In 140 char­ac­ters or less: “An exhi­bi­tion about lone­li­ness, iden­tity, absence and the own­er­ship of ideas.”

Jane and Louise Wilson’s lat­est exhi­bi­tion is Unfold­ing the Aryan Papers, cur­rently on dis­play at the Tal­bot Rice Gallery. This is a quiet, unpre­pos­sess­ing piece about the nature of iden­tity and the exis­tence of ideas. Based around Aryan Papers, a film the direc­tor Stan­ley Kubrick spent months plan­ning then decided not to make, the sis­ters delve into his archives and inter­view and film the woman who would have been the star of the film, Johanna ter Steege.

The film instal­la­tion itself, images of ter Steege from the past and present with her dis­em­bod­ied voice speak­ing can­didly, is caged with mir­rors on either side, repli­cat­ing the pic­tures to infin­ity on either side of the screen.
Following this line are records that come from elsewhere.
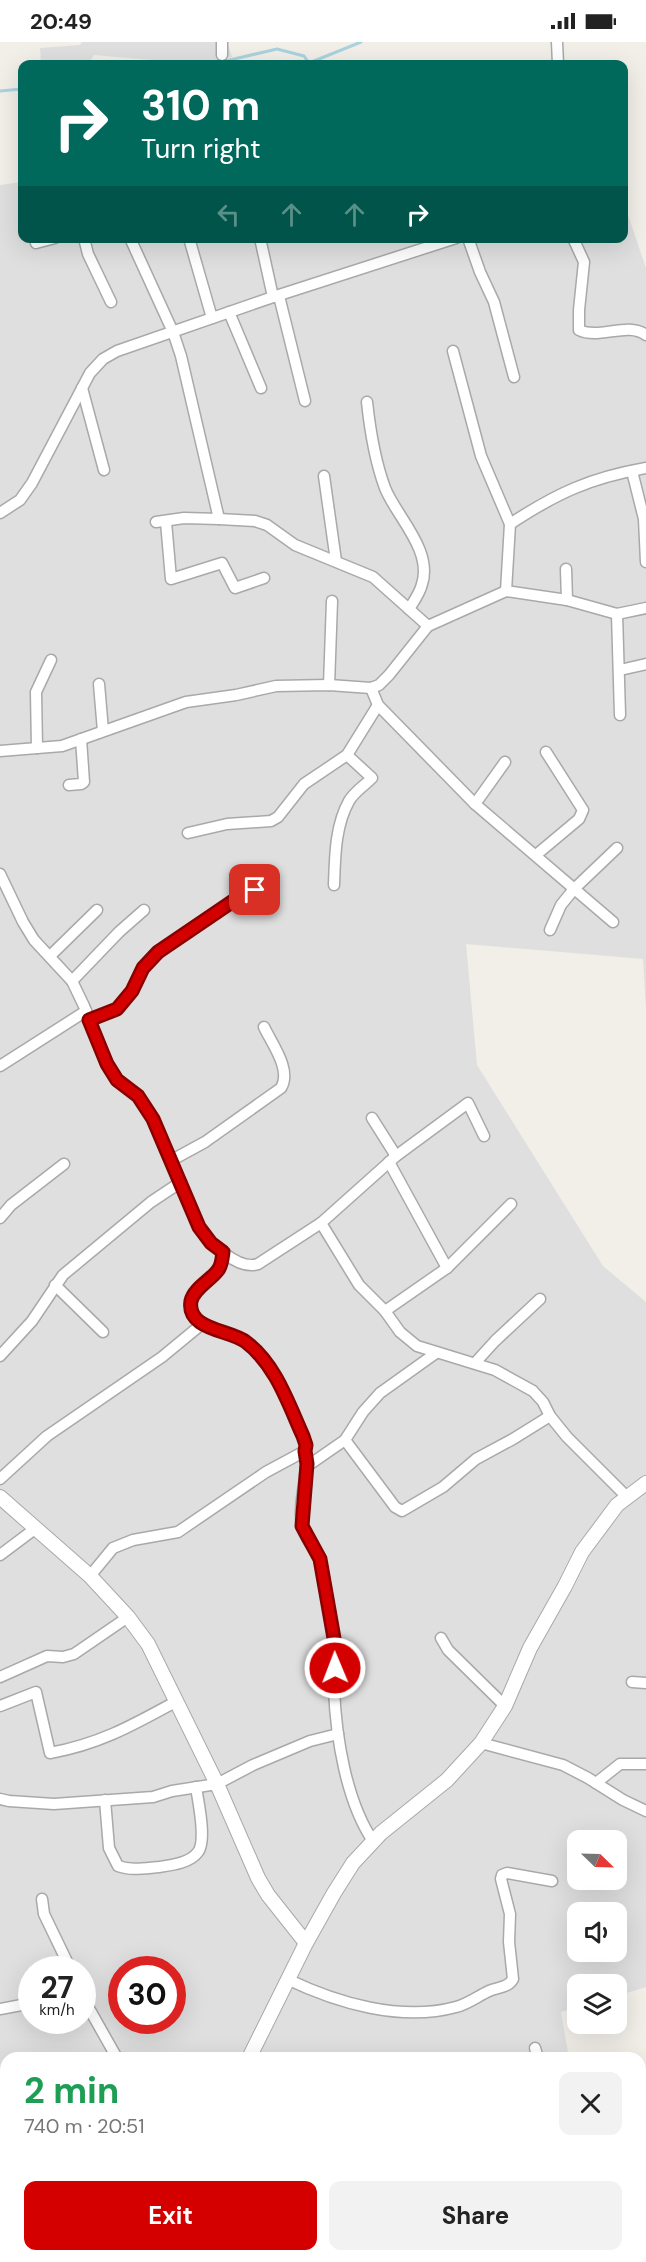 <!DOCTYPE html>
<html lang="en">
<head>
<meta charset="utf-8">
<style>
  body { margin:0; font-family:"DM Sans",sans-serif; background:#f2f2f2; color:#222; height:100vh; display:flex; flex-direction:column; font-size:22px; white-space:nowrap }
  * { box-sizing:border-box; margin:0 }
  p { font-size:20px; color:#767676 }
  .icon { flex:none; width:33px; height:33px; fill:none; stroke:currentColor; stroke-width:2; stroke-linecap:round; stroke-linejoin:round }
  .map { position:relative; flex:1; overflow:hidden }
  .drawer { position:absolute; left:0px; top:2010px; width:646px; height:210px; display:flex; flex-direction:column; background:#fff; border-radius:18px 18px 0 0; box-shadow:0 6px 24px #0002 }
  .drawer>* { flex:none }
  .banner { position:absolute; left:18px; top:18px; width:610px; height:183px; border-radius:12px; box-shadow:0 6px 24px #0002; background:#00695c; color:#fff; overflow:hidden }
  .needle { width:39px; rotate:113deg }
  .controls { position:absolute; left:567px; top:1788px; display:grid; gap:12px }
  .controls a { display:grid; place-items:center; width:60px; height:60px; border-radius:12px; background:#fff; box-shadow:0 6px 24px #0002; font-size:30px }
  .speed { position:absolute; left:18px; top:1914px; display:flex; gap:12px; font-size:30px; font-weight:700; text-align:center }
  .speed>* { display:grid; place-content:center; width:78px; height:78px; border-radius:50%; background:#fff; box-shadow:0 6px 24px #0002; line-height:1 }
  .speed small { font-size:15px; font-weight:400 }
  .speed .limit { border:9px solid #d22; background:#fff; color:#111 }
  .pin { position:absolute; display:grid; place-items:center; width:51px; height:51px; color:#fff; margin:-26px; border-radius:12px; box-shadow:0 3px 9px #0006 }
  .me { position:absolute; width:66px; margin:-33px; rotate:359deg; stroke-linejoin:round; filter:drop-shadow(0 0 4px #0008) }
  .turn { display:flex; align-items:center; gap:21px; height:126px; padding:0 24px; font-size:27px }
  .turn .icon { width:78px; height:78px; stroke-width:2.5 }
  .turn b { display:block; font-size:42px; line-height:51px }
  .lanes { display:flex; align-items:center; height:57px; padding:0 24px; background:#0003; justify-content:center; gap:30px; direction:ltr }
  .lanes .off { opacity:.35 }
  .round { display:grid; place-items:center; flex:none; width:63px; height:63px; border-radius:12px; background:#f2f2f2 }
  .overview { display:flex; align-items:center; justify-content:space-between; height:102px; padding:0 24px }
  h1 { font-size:36px; font-weight:700; line-height:45px; color:#1e9e55 }
  .button { display:flex; gap:12px; margin-top:auto; padding:12px 24px }
  .button a { flex:1; height:69px; border-radius:12px; background:#d40000; color:#fff; font-size:24px; font-weight:700; line-height:69px; text-align:center }
  .button a+a { background:#f2f2f2; color:#222 }
  .status { display:flex; justify-content:space-between; align-items:center; height:42px; padding:0 30px; background:#fff; direction:ltr }
  .status svg { height:16px; fill:currentColor }
  .map>svg:first-child { display:block }
  .residential { fill:#e0dfdf; fill-rule:evenodd }
  .lines { fill:none; stroke-linecap:round; stroke-linejoin:round }
  .stream { stroke:#aad3df; stroke-width:3 }
  .minor-casing { stroke:#a9a9a9; stroke-width:13 }
  .tertiary-casing { stroke:#a9a9a9; stroke-width:16 }
  .secondary-casing { stroke:#707d05; stroke-width:17 }
  .minor { stroke:#fff; stroke-width:10 }
  .tertiary { stroke:#fff; stroke-width:14 }
  .secondary { stroke:#f7fabf; stroke-width:15 }
  .route-casing { stroke:#8a0000; stroke-width:15 }
  .route { stroke:#d40000; stroke-width:10 }
</style>
</head>
<body>
<div class="status"><b>20:49</b><svg viewBox="0 0 49 12"><path d="M0 12V9h3v3zM5 12V6h3v6zM10 12V3h3v9zM15 12V0h3v12zM26 1h20v11H26zM47 4h2v5h-2z"/></svg></div>
<div class="map">
<svg width="646" height="2220" viewBox="0 0 646 2220">
  <rect width="100%" height="100%" fill="#f2efe9"/>
  <g class="residential">
    <path d="M 82,0 L 227,0 L 232,15 L 205,22 L 154,22 L 152,18 L 94,13 L 88,22 L 41,22 L 40,6 L 80,3 Z"/>
    <path d="M 22,140 L 22,196 L 624,196 L 624,161 L 646,226 L 646,967 L 643,917 L 466,902 L 477,1023 L 603,1224 L 646,1260 L 646,1945 L 617,1954 L 616,1942 L 578,1942 L 577,1965 L 561,1970 L 569,2016 L 6,2016 L 6,2214 L 640,2214 L 640,2071 L 646,2067 L 646,2220 L 0,2220 L 0,143 ZM 578,1798 L 616,1798 L 616,1838 L 578,1838 ZM 578,1870 L 616,1870 L 616,1910 L 578,1910 ZM 32,1928 L 82,1928 L 82,1978 L 32,1978 ZM 122,1928 L 172,1928 L 172,1978 L 122,1978 Z"/>
  </g>
  <g class="lines">
    <g class="stream">
      <path d="M 202,22 L 221,20 L 277,7 L 304,14 L 309,21 L 361,0"/>
      <path d="M 0,49 L 22,47"/>
      <path d="M 480,2214 L 483,2220"/>
    </g>
    <defs>
      <g id="minor">
        <path d="M 222,0 L 222,13"/>
        <path d="M 557,0 L 558,22"/>
        <path d="M 35,196 L 36,201 L 55,196"/>
        <path d="M 84,196 L 88,212 L 111,260"/>
        <path d="M 130,196 L 173,290 L 181,314 L 219,477"/>
        <path d="M 189,196 L 212,276"/>
        <path d="M 260,196 L 273,255"/>
        <path d="M 468,196 L 480,230 L 494,260 L 514,335"/>
        <path d="M 573,196 L 584,220 L 579,268 L 579,288 C 599,298 628,279 646,293"/>
        <path d="M 279,254 L 305,359"/>
        <path d="M 229,270 L 261,346"/>
        <path d="M 453,309 L 481,414 L 510,482 L 506,549"/>
        <path d="M 82,346 L 104,428"/>
        <path d="M 367,360 C 370,388 375,419 385,446 C 396,474 433,508 422,542 C 420,551 414,559 409,567"/>
        <path d="M 632,429 L 644,477 L 646,520"/>
        <path d="M 324,434 L 336,519"/>
        <path d="M 0,471 L 20,458 L 32,441 L 90,331 L 103,317 L 117,309 L 273,255 L 456,196"/>
        <path d="M 156,480 L 184,476 L 219,477 L 255,479 L 267,483 L 295,503 L 373,535 L 428,584"/>
        <path d="M 166,480 L 171,537 L 222,521 L 235,546 L 264,536"/>
        <path d="M 510,482 C 557,451 590,436 646,426"/>
        <path d="M 566,527 L 567,558"/>
        <path d="M 617,572 L 620,673"/>
        <path d="M 620,628 L 646,622"/>
        <path d="M 99,642 L 103,689"/>
        <path d="M 329,643 L 332,559"/>
        <path d="M 371,646 L 378,663 L 475,762 L 613,880"/>
        <path d="M 37,706 L 36,650 L 51,618"/>
        <path d="M 0,709 L 62,704 L 186,660 L 236,653 L 276,644 L 329,643 L 371,646 L 379,643 L 389,633 L 428,584 L 506,549 L 567,558 L 617,572 L 646,566"/>
        <path d="M 69,743 L 81,742 L 84,740 L 81,697"/>
        <path d="M 475,762 L 505,720"/>
        <path d="M 188,791 L 227,782 L 271,779 L 278,775 L 304,742 L 347,713 L 378,663"/>
        <path d="M 536,813 L 579,777 L 583,768 L 546,710"/>
        <path d="M 0,832 L 23,880 L 34,898 L 72,939 L 84,964 L 107,1022 L 117,1038 L 138,1054 L 153,1077 L 199,1185 C 209,1200 238,1229 258,1222 L 321,1181 L 396,1114 L 468,1061 L 484,1094"/>
        <path d="M 334,843 C 335,815 335,784 349,759 C 354,750 365,743 372,736 L 347,713"/>
        <path d="M 550,888 L 561,863 L 574,847 L 617,806"/>
        <path d="M 50,914 L 97,868"/>
        <path d="M 72,939 L 119,890 L 144,868"/>
        <path d="M 89,978 L 117,967 L 132,949 L 143,926 L 158,910 L 239,855 L 271,842"/>
        <path d="M 0,1024 L 86,969"/>
        <path d="M 372,1076 L 396,1114"/>
        <path d="M 172,1118 L 205,1100 L 281,1046 C 292,1028 272,1002 264,985"/>
        <path d="M 389,1120 L 447,1226"/>
        <path d="M 0,1176 L 11,1163 L 64,1122"/>
        <path d="M 321,1181 L 359,1243 L 385,1269 L 447,1226 L 511,1162"/>
        <path d="M 223,1210 C 222,1216 222,1223 218,1228 C 211,1238 194,1246 191,1259 C 186,1288 231,1288 246,1300 C 276,1323 288,1361 303,1394 C 313,1424 297,1455 302,1484 C 304,1497 317,1507 320,1520 C 326,1545 330,1571 334,1596 C 337,1613 334,1630 334,1647 C 336,1695 346,1759 373,1799"/>
        <path d="M 55,1243 L 103,1290"/>
        <path d="M 385,1269 L 400,1290 L 417,1304 L 495,1328 L 533,1349 L 543,1360 L 550,1374 L 567,1395 L 626,1454"/>
        <path d="M 0,1314 L 32,1279 L 63,1233 L 151,1160 L 181,1140"/>
        <path d="M 475,1321 L 495,1299 L 540,1257"/>
        <path d="M 345,1398 L 395,1465 L 402,1469 L 443,1445 L 476,1417 L 513,1397 L 550,1374"/>
        <path d="M 306,1425 L 345,1398 L 363,1370 L 380,1351 L 436,1311"/>
        <path d="M 0,1437 L 47,1394 L 162,1315 L 202,1282"/>
        <path d="M 0,1513 L 36,1486"/>
        <path d="M 90,1534 L 113,1506 L 133,1498 L 178,1490 L 266,1430 L 305,1409"/>
        <path d="M 441,1596 L 448,1608 L 505,1664"/>
        <path d="M 0,1635 L 47,1614 L 63,1615 L 74,1612 L 128,1575"/>
        <path d="M 632,1640 L 646,1641"/>
        <path d="M 0,1664 L 36,1650 L 50,1711 C 100,1702 133,1683 177,1659"/>
        <path d="M 481,1701 L 563,1723 L 588,1736 L 623,1758 L 646,1769"/>
        <path d="M 596,1741 L 620,1722 L 646,1722"/>
        <path d="M 0,1757 L 9,1759 L 54,1762 L 153,1755 L 172,1749 L 217,1742 L 253,1723 L 310,1699 L 338,1692"/>
        <path d="M 105,1758 L 109,1806 L 118,1824 C 131,1829 146,1826 159,1825 C 172,1823 190,1821 198,1810 C 207,1798 198,1759 196,1745"/>
        <path d="M 42,1857 L 44,1872 L 71,1928"/>
        <path d="M 287,1937 C 337,1961 401,1980 456,1965 C 468,1962 478,1954 489,1949 C 498,1945 508,1946 513,1937 L 509,1900 L 510,1872 L 501,1837 L 502,1833 L 507,1831 L 552,1839"/>
        <path d="M 82,1954 L 117,2016"/>
        <path d="M 0,1967 L 32,1961"/>
        <path d="M 535,2006 L 538,2016"/>
        <path d="M 0,2116 L 6,2114"/>
        <path d="M 340,2214 L 345,2220"/>
        <path d="M 468,2214 L 474,2220"/>
        <path d="M 536,2214 L 539,2220"/>
      </g>
      <g id="tertiary">
        <path d="M 0,1455 L 90,1534 L 128,1575 L 148,1602 L 217,1742 L 258,1836 L 268,1853 L 306,1901"/>
        <path d="M 249,2016 L 306,1901 L 334,1851 L 353,1821 L 381,1791 L 447,1738 L 481,1701 L 505,1664 L 530,1606 L 565,1544 L 582,1510 L 617,1463 L 646,1441"/>
        <path d="M 214,2220 L 214,2214"/>
      </g>
      <g id="secondary">
        <path d="M 640,2058 L 646,2053"/>
        <path d="M 447,2220 L 452,2214"/>
      </g>
    </defs>
    <use href="#minor" class="minor-casing"/>
    <use href="#tertiary" class="tertiary-casing"/>
    <use href="#secondary" class="secondary-casing"/>
    <use href="#minor" class="minor"/>
    <use href="#tertiary" class="tertiary"/>
    <use href="#secondary" class="secondary"/>
  </g>
  <g class="lines">
    <defs>
      <path id="route" d="M 255,848 L 239,855 L 158,910 L 143,926 L 132,949 L 117,967 L 89,978 L 107,1022 L 117,1038 L 138,1054 L 153,1077 L 199,1185 L 211,1201 L 223,1210 C 222,1216 222,1223 218,1228 C 211,1238 194,1246 191,1259 C 186,1288 231,1288 246,1300 C 276,1323 288,1361 303,1394 L 306,1403 L 305,1409 L 307,1422 L 302,1484 L 320,1517 L 335,1602 L 335,1626"/>
    </defs>
    <use href="#route" class="route-casing"/>
    <use href="#route" class="route"/>
  </g>
</svg>
<div class="controls">
<a><svg class="needle" viewBox="-14 -14 28 28"><path d="M0-13l5 13h-10z" fill="#e53935"/><path d="M0 13l5-13h-10z" fill="#767676"/></svg></a>
<a><svg class="icon" aria-label="sound" viewBox="0 0 24 24"><path d="M4 9h4l5-4v14l-5-4H4zM17 9q2 3 0 6"/></svg></a>
<a><svg class="icon" aria-label="layers" viewBox="0 0 24 24"><path d="M12 4l9 5-9 5-9-5zM3 14l9 5 9-5"/></svg></a>
</div>
<div class="speed"><div>27<small>km/h</small></div><div class="limit">30</div></div>
<div class="pin" style="left:255px;top:848px;background:#d93025"><svg class="icon" aria-label="arrive" viewBox="0 0 24 24"><path d="M6 21V4h12l-3 4 3 4H6"/></svg></div>
<svg class="me" style="left:335px;top:1626px" viewBox="-20 -20 40 40"><circle r="17" fill="#d40000" stroke="#fff" stroke-width="3"/><path d="M0-11L8 9 0 5-8 9z" fill="#fff"/></svg>
<div class="banner">
<div class="turn"><svg class="icon" aria-label="right" viewBox="0 0 24 24"><path d="M7 20v-9h11M14 6l5 5-5 5"/></svg><div><b>310 m</b>Turn right</div></div>
<div class="lanes"><svg class="icon off" aria-label="left" viewBox="0 0 24 24"><path d="M17 20v-9H6M10 6l-5 5 5 5"/></svg><svg class="icon off" aria-label="ahead" viewBox="0 0 24 24"><path d="M12 20V5M6 11l6-6 6 6"/></svg><svg class="icon off" aria-label="ahead" viewBox="0 0 24 24"><path d="M12 20V5M6 11l6-6 6 6"/></svg><svg class="icon" aria-label="right" viewBox="0 0 24 24"><path d="M7 20v-9h11M14 6l5 5-5 5"/></svg></div>
</div>
<section class="drawer">
<div class="overview"><div><h1>2 min</h1><p>740 m · 20:51</p></div><a class="round"><svg class="icon" aria-label="close" viewBox="0 0 24 24"><path d="M6 6l12 12M18 6L6 18"/></svg></a></div>
<div class="button"><a>Exit</a><a>Share</a></div>
</section>
</div>
</body>
</html>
This dupli­cat­ing cor­ri­dor cre­ates not only phys­i­cal depth within the gallery, but adds to the echo­ing of ter Steege’s mono­logue. The feel­ing of lone­li­ness and space is also present in the archived images on dis­play here.

Along­side the orig­i­nal rulers Kubrick used when scout­ing loca­tions, pho­tos of them can be seen in framed black and white spaces, steps, bridges and door­ways that caught the cinematographer’s eye. Images of ter Steege mimic these set ups. Often she is seen with her back to the cam­era, adding a sin­is­ter voyeuris­tic ele­ment to the exhi­bi­tion. While the actress does not come across as a vic­tim, she can be con­strued as an object lost in time and space, dis­posed of when no longer needed.

The fig­ure of Kubrick looms large in this exhi­bi­tion despite the lack of voice or phys­i­cal pres­ence: he is an absent father; a man play­ing god with the lives of oth­ers; the afore­men­tioned voyeur; the deist cre­ator who leaves his cre­ation to its own devices. The Wil­son sis­ters’ work is not about res­ur­rec­tion but about the con­tin­ued exis­tence of ideas even when the orig­i­na­tor aban­dons it. Kubrick was noto­ri­ous for his rig­or­ous plan­ning, but also for his self-censorship, par­tic­u­larly when he with­drew A Clock­work Orange in the early 1970s due to the furore sur­round­ing pos­si­ble copy­cat violence.

Aryan Papers is based on the Louis Beg­ley novel Wartime Lies, the story of a Jew­ish woman who adopts a Catholic iden­tity to escape Nazi Ger­many. The ideas of dis­guise, loss of iden­tity, per­for­mance and inner con­scious­ness are all drawn on in the Wil­son sis­ters’ piece. Ter Steege describes her­self as a “chameleon” when she researched and rehearsed the role: her unful­filled star­dom is pal­pa­ble in the room. This was not just the loss of a film, but the loss of a career. Phi­los­o­phy poses the ques­tion, if a tree falls in the woods and no one hears it, does it make a sound? Per­haps the answer can be found in the res­o­nance and rever­ber­a­tion it causes afterwards.

This is a suc­cess­ful and intrigu­ing exhi­bi­tion: story-telling at its very best.